"aggregations" do not work any more (index corrupt ?) - resolved


(A.Brod) #1

Hi all,

I want to get all server items stored within the database. Now I have a problem within the following aggregations request:

POST /index/item/_search
{
    "size": 0,
    "aggregations": {
        "agg": {
            "terms": {
                "field": "server",
                "size": 0
            }
        }
    }
}

it worked correctly until last week and returned the correct servers.

In the meantime we got a "data too large" Error. According to Limiting Memory Usage - Elasticsearch we increased the memory ... and now it works again.

But (unfortunately) now the buckets are empty

{
    "took": 296,
    "timed_out": false,
    "_shards": {
        "total": 5,
        "successful": 5,
        "failed": 0
    },
    "hits": {
        "total": 15586945,
        "max_score": 0,
        "hits": []
    },
    "aggregations": {
        "agg": {
            "doc_count_error_upper_bound": 0,
            "sum_other_doc_count": 0,
            "buckets": []
        }
    }
}

The mapping for this field is:

{
    "index": {
        "mappings": {
            "item": {
                "properties": {
                    ...,
                    "server": {
                        "type": "string",
                        "index": "not_analyzed"
                    }
                }
            }
        }
    }
}

has any one, an idea what may be wrong ?

Regards,
Andreas


(Mark Walkom) #2

Elasticsearch is not a database :wink:

Does the data still exist, check the _cat APIs to make sure your indices are still there. They should be, as restarting isn't destructive.


(A.Brod) #3

Hi Mark,

thanks for your reply. You are right elasticsearch is not a database ... it is document store :smirk: .
It is much faster than any database I ever used :sunglasses:.

I checked the index

GET /_cat/indices/?v
health status index   pri rep docs.count docs.deleted store.size pri.store.size 
yellow open   .kibana   1   1          2            0      9.7kb          9.7kb 
yellow open   arctic    5   1   17393295      3706667      313gb          313gb 

so the index seems to be ok.

The fields are also listed with

GET /_cat/fielddata/?v
id                     host   ip        node            total server ... clientServerName requests ...
CvQnMDmJTNyB0BMsUH68NQ ...... 11.1.2.68 Thunderstrike 314.7mb     0b ...               0b   20.2mb ...

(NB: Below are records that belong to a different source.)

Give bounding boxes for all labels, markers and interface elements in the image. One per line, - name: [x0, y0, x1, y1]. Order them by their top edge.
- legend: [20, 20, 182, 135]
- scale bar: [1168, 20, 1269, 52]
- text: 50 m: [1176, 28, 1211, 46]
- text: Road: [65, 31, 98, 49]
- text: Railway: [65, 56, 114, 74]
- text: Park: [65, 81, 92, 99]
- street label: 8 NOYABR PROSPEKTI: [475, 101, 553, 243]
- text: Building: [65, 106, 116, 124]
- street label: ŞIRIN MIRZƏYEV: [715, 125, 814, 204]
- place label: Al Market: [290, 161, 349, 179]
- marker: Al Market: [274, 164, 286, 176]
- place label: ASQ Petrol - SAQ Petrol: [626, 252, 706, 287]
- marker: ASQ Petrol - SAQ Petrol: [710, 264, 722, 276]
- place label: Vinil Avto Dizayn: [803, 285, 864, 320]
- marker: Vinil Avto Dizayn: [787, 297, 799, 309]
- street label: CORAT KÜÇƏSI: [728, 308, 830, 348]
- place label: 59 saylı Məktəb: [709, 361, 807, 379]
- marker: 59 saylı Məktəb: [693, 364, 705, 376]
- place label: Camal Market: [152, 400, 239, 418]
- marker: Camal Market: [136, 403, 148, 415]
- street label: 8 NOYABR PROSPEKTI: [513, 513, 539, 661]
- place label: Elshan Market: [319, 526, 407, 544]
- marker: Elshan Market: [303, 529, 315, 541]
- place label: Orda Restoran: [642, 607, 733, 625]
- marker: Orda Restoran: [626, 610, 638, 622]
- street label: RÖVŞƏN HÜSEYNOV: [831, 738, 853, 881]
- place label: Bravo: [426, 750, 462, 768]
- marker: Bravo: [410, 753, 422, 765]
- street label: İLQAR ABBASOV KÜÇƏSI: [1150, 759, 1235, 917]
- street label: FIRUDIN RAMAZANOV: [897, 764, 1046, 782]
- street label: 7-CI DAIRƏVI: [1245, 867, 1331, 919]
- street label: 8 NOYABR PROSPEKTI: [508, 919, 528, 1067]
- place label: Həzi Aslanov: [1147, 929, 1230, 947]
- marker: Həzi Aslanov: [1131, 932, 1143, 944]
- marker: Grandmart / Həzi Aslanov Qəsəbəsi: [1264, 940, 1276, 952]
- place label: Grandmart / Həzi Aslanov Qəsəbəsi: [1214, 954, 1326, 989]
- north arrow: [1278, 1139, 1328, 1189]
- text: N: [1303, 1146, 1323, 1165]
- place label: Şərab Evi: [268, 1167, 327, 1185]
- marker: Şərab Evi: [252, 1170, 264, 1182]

but the size for "server" is 0b ... but also for clientServerName (so I think, this may be OK?)

The data of the server field is available: A 'normal' search request returns:

GET /arctic/item/_search?fields=server,clientServerName,requests
{
    "took": 114,
    "timed_out": false,
    "_shards": {
        "total": 5,
        "successful": 5,
        "failed": 0
    },
    "hits": {
        "total": 16831091,
        "max_score": 1,
        "hits": [
            {
                "_index": "arctic",
                "_type": "item",
                "_id": "2015052614322253007",
                "_score": 1,
                "fields": {
                    "server": ["server3"],
                    "clientServerName": ["WORLD"],
                    "requests": ["SendMail"]
                }
            },
            {
                "_index": "arctic",
                "_type": "item",
                "_id": "2015052417083254002",
                "_score": 1,
                "fields": {
                    "server": ["server4"],
                    "clientServerName": ["INFO"],
                    "requests": ["Display"]
                }
            },...
        ]
    }
}

The aggregations request for e.g. clientServerName

{
    "size": 0,
    "aggregations": {
        "agg": {
            "terms": {
                "field": "clientServerName",
                "size": 0
            }
        }
    }
}

returns results

{
    "took": 212,
    "timed_out": false,
    "_shards": {
        "total": 5, "successful": 5, "failed": 0
    },
    "hits": {
        "total": 16832876, "max_score": 0, "hits": []
    },
    "aggregations": {
        "agg": {
            "doc_count_error_upper_bound": 0,
            "sum_other_doc_count": 0,
            "buckets": [
                {
                    "key": "WORLD","doc_count": 5237311
                },
                {
                    "key": "INFO","doc_count": 3978026
                },...
            ]
        }
    }
}

All fields (e.g. server, clientServerName and requests) are defined as:

{
    "type" : "string",
    "index" : "not_analyzed"
}

So all fields return results except the field "server" !
... this is strange :confused:, because the data is available. Only the aggregations requests returns no data.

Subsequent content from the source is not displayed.